Work to be completed -> Using the data below, copy every line that contains the word "road".

Entries provided ->
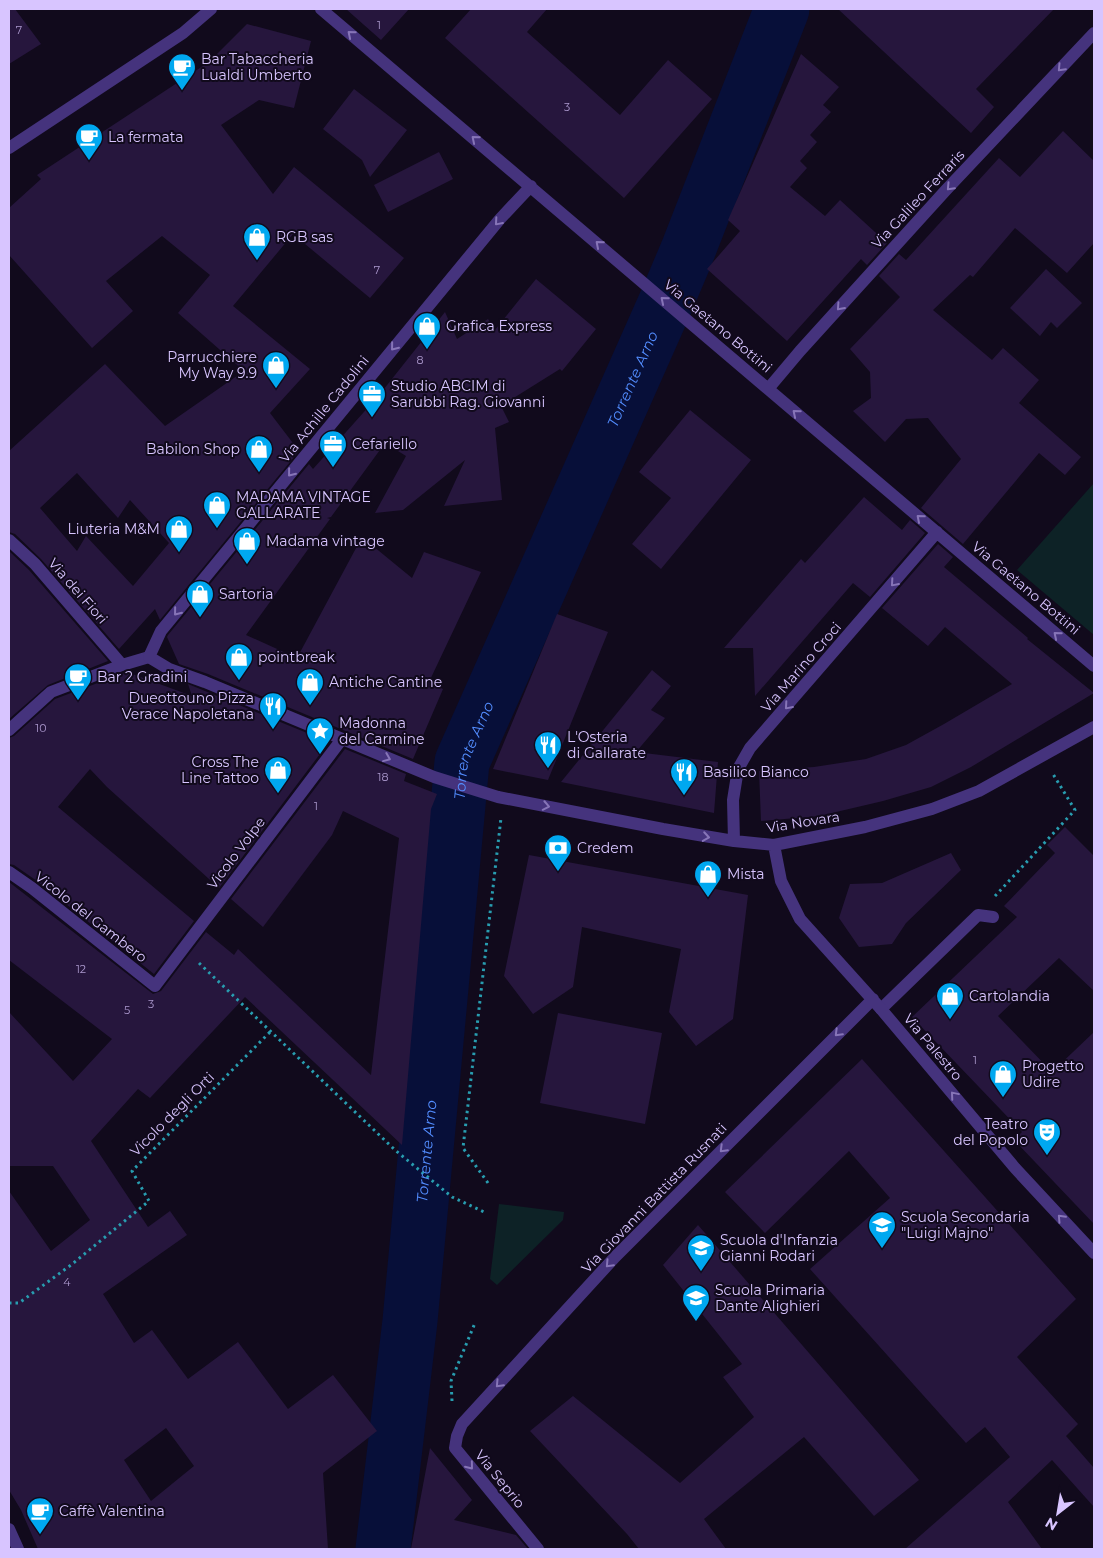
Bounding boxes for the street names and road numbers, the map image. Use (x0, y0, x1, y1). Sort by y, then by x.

--

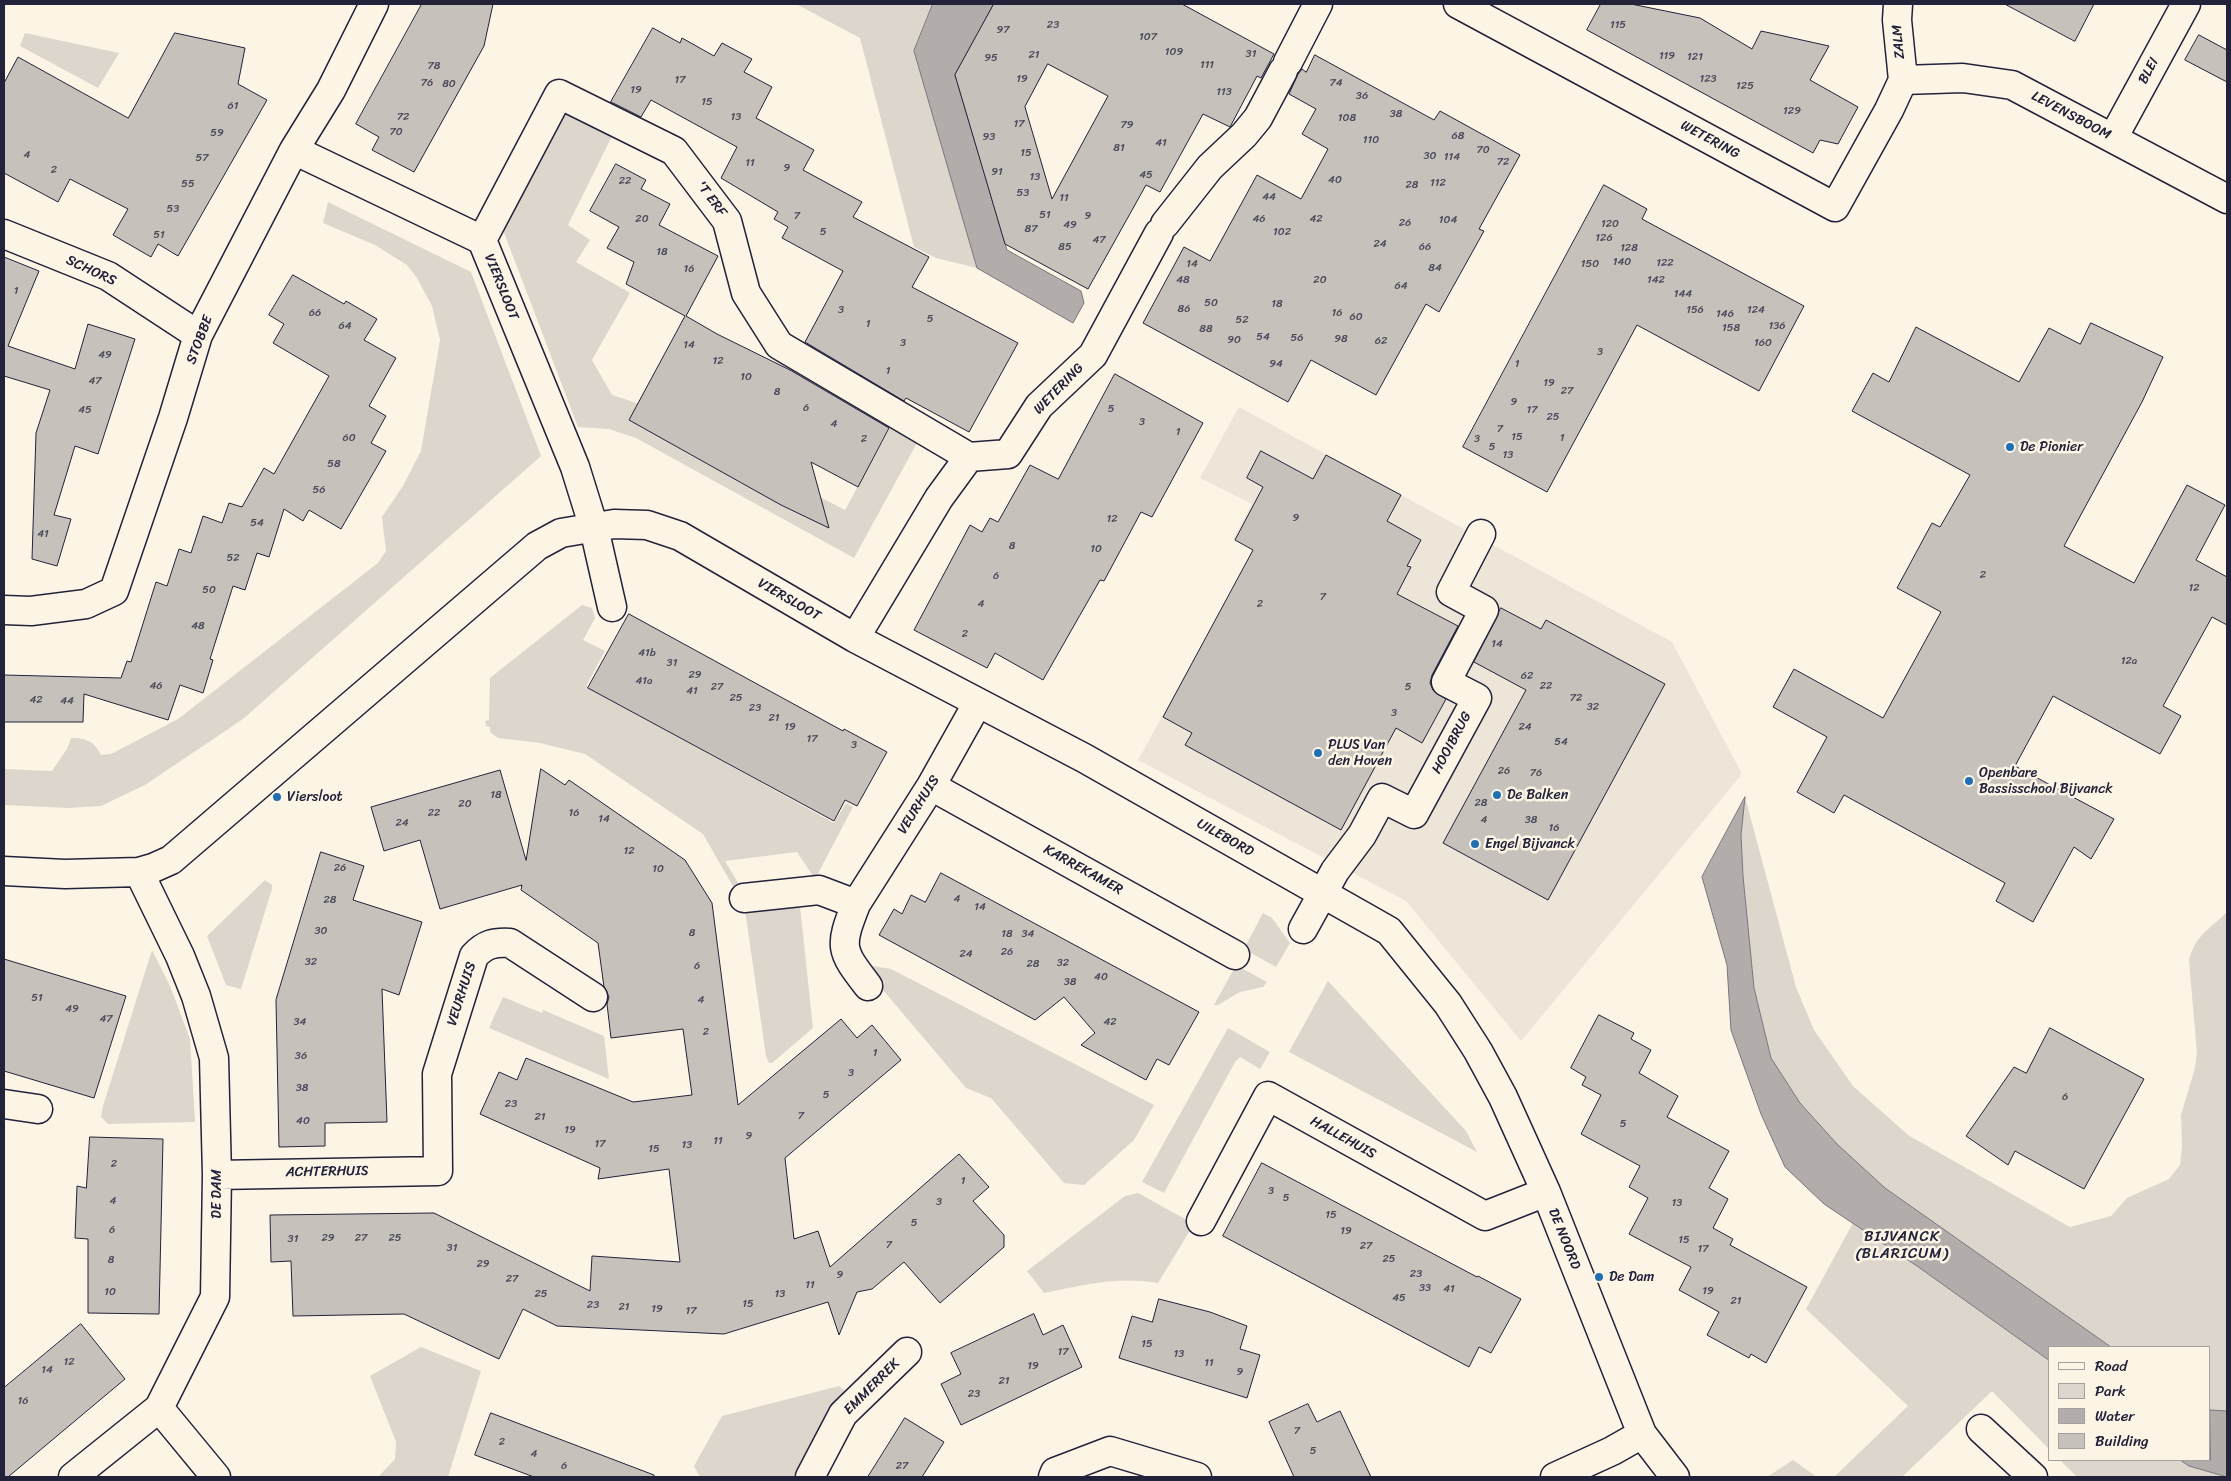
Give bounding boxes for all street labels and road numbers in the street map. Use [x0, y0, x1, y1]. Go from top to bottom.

==

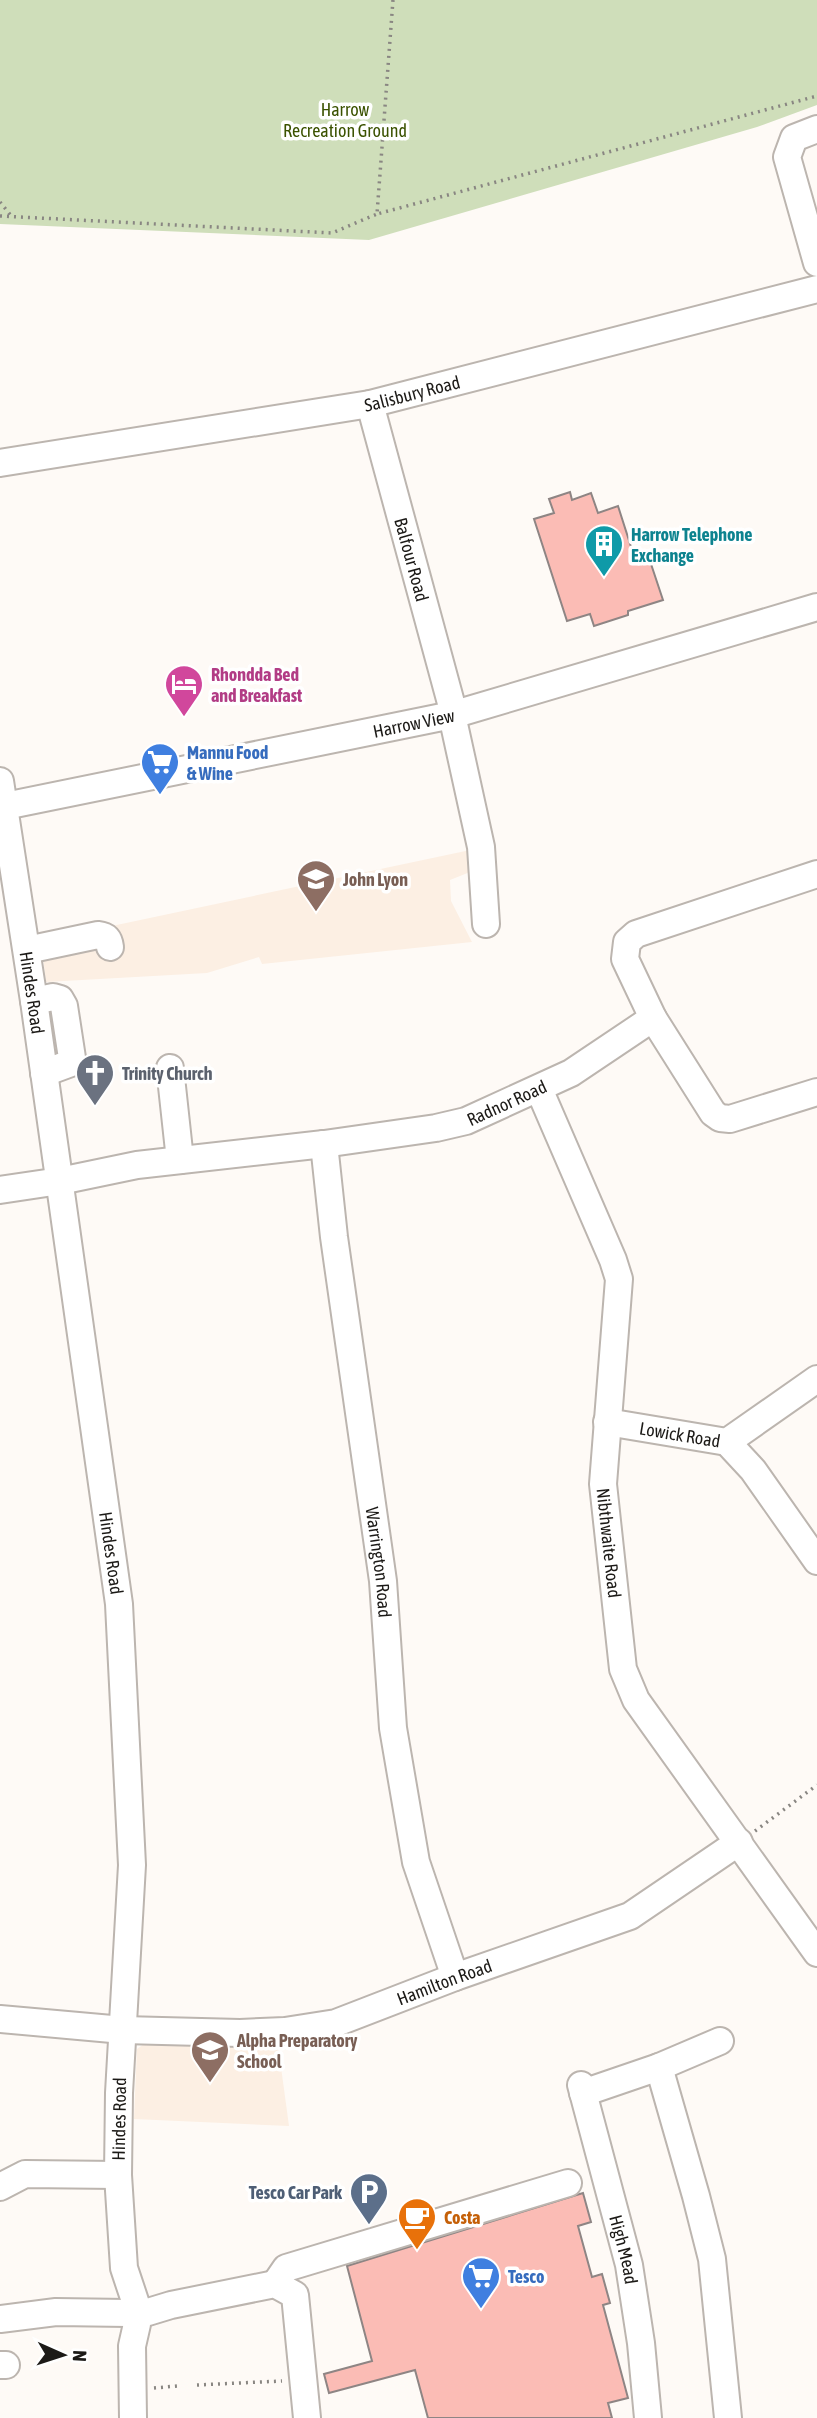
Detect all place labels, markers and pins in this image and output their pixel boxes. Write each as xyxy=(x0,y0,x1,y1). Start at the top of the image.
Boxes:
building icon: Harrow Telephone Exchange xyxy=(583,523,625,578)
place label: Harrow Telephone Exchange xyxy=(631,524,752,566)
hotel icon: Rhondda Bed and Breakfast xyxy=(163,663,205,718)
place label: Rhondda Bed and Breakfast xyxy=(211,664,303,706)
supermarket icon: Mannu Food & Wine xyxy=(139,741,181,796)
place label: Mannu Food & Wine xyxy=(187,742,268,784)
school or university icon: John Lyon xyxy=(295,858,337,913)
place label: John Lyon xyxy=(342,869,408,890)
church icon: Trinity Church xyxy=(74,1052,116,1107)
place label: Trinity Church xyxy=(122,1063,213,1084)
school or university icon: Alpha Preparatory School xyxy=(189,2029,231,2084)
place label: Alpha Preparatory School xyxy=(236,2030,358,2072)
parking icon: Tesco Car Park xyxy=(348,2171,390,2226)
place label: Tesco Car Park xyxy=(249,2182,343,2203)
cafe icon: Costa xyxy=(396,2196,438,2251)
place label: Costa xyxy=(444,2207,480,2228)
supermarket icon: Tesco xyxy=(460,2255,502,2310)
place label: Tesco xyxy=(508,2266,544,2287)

Problem solution ->
Bounding boxes for the street names and road numbers, the map image. Use (x0, y0, x1, y1). Sort by y, then by x.
Give bounding boxes for all street labels and road numbers in the street map. Use [x0, y0, x1, y1]. Go from top to bottom.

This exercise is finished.